(Stored items)

◇ ◇ ◇ ◇ ◇

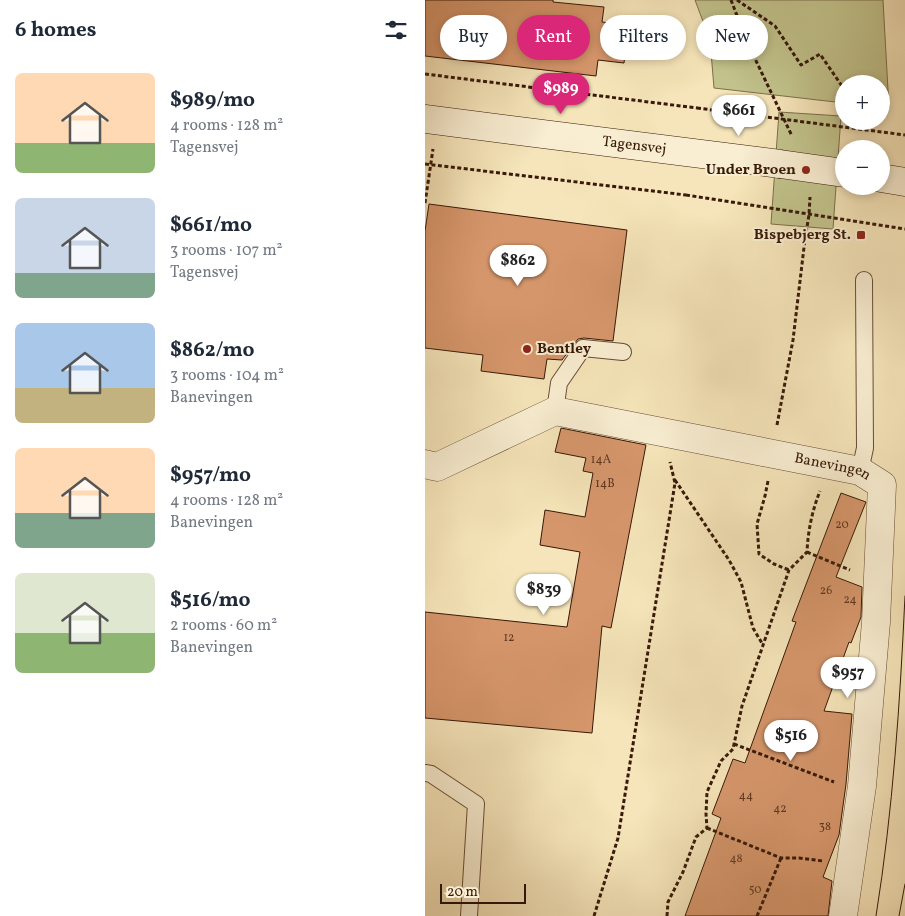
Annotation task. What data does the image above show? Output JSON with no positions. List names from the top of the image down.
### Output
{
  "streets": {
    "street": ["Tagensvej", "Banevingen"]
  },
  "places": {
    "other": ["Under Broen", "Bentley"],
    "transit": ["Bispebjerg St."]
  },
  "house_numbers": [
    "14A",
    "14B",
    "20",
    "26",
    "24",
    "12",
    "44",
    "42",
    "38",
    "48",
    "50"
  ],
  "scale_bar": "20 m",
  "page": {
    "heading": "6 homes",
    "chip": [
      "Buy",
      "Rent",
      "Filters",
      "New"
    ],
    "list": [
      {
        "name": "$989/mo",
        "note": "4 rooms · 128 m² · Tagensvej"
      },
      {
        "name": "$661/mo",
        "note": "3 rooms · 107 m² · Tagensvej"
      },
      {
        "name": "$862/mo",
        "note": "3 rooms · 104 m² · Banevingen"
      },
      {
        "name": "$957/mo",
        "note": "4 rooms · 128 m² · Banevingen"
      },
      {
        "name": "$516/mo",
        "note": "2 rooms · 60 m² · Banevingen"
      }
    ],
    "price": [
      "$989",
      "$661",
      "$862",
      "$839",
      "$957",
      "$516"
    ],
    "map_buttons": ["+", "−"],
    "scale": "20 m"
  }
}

◇ ◇ ◇ ◇ ◇

*Task to complete*. Copy out the records exactly; the pictures stay behind.

*Reply*.
Annotation task. What data does the image above show? Output JSON with no positions. List names from the top of the image down.
### Output
{
  "streets": {
    "street": ["Tagensvej", "Banevingen"]
  },
  "places": {
    "other": ["Under Broen", "Bentley"],
    "transit": ["Bispebjerg St."]
  },
  "house_numbers": [
    "14A",
    "14B",
    "20",
    "26",
    "24",
    "12",
    "44",
    "42",
    "38",
    "48",
    "50"
  ],
  "scale_bar": "20 m",
  "page": {
    "heading": "6 homes",
    "chip": [
      "Buy",
      "Rent",
      "Filters",
      "New"
    ],
    "list": [
      {
        "name": "$989/mo",
        "note": "4 rooms · 128 m² · Tagensvej"
      },
      {
        "name": "$661/mo",
        "note": "3 rooms · 107 m² · Tagensvej"
      },
      {
        "name": "$862/mo",
        "note": "3 rooms · 104 m² · Banevingen"
      },
      {
        "name": "$957/mo",
        "note": "4 rooms · 128 m² · Banevingen"
      },
      {
        "name": "$516/mo",
        "note": "2 rooms · 60 m² · Banevingen"
      }
    ],
    "price": [
      "$989",
      "$661",
      "$862",
      "$839",
      "$957",
      "$516"
    ],
    "map_buttons": ["+", "−"],
    "scale": "20 m"
  }
}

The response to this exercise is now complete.